By reviewing films created by the participants, researchers hope to capture nuances and emotional context beyond your average survey or qualitative interview.

“There are arts-based approaches to health research, but the number that use film is relatively limited,” says principal investigator Jessica Burke, interim vice dean for Public Health and professor of behavioral and community health sciences.

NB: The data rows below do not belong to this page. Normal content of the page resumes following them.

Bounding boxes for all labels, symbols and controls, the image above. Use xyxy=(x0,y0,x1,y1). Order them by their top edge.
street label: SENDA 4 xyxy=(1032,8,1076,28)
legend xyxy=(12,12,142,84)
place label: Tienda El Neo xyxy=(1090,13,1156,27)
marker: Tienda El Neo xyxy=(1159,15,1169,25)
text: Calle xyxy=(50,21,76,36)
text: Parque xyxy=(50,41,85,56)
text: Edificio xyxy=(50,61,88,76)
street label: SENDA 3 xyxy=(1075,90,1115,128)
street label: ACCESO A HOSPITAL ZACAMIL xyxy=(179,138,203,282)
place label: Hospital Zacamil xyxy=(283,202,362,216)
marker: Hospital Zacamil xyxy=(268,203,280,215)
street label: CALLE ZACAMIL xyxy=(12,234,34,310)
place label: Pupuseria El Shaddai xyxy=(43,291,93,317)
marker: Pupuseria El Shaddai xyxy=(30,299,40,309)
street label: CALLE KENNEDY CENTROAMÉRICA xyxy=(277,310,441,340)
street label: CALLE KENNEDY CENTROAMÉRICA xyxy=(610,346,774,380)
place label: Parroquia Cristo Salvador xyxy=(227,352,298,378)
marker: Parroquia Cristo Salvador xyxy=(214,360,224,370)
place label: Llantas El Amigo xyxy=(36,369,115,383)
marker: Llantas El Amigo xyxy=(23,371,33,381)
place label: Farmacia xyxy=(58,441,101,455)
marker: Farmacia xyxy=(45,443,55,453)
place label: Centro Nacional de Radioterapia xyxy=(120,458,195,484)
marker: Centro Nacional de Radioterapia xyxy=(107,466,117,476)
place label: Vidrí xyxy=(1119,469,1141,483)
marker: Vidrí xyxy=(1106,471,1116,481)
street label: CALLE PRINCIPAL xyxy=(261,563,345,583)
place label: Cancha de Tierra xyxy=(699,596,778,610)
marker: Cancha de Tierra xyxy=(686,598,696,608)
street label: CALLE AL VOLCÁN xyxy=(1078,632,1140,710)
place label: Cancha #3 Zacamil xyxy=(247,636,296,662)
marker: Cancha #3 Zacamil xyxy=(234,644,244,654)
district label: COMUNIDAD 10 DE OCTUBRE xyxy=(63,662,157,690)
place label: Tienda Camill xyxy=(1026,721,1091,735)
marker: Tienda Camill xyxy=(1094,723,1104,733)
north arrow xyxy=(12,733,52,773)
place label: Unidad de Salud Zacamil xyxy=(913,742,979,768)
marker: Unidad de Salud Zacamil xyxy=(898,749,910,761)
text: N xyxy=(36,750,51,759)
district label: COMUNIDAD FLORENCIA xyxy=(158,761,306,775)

Burke codeveloped the concept of collaborative filmmaking (now registered as an invention with Pitt’s innovation office) along with Sara Baumann, Pitt assistant professor in the school of public health. Burke and Baumann have used the method to partner with young women in Nepal to study menstrual practices. They’ve also partnered with adolescents in Pittsburgh to study mental health. 

Their projects include public screenings of participant films to raise awareness and start discussions on public health interventions.

Last year, Scheunemann read a Pittwire article about collaborative filmmaking. She immediately thought it could apply to her research on clinician-family communication in the ICU and her experiences with end-of-life care. (See her May 2019 report in JAMA Internal Medicine.) Meanwhile, Burke and Baumann were talking about their new research method with colleagues who suggested filmmaking could bring end-of-life care and bereavement issues to light.

The researchers connected, and, in July, the team received a grant from the McElhattan Foundation for the project. They are partnering with the Pediatric Palliative Care Coalition to work with parents who are at least 6 months to a year beyond the death of a child.

“There’s no pill for grief,” says Scheunemann.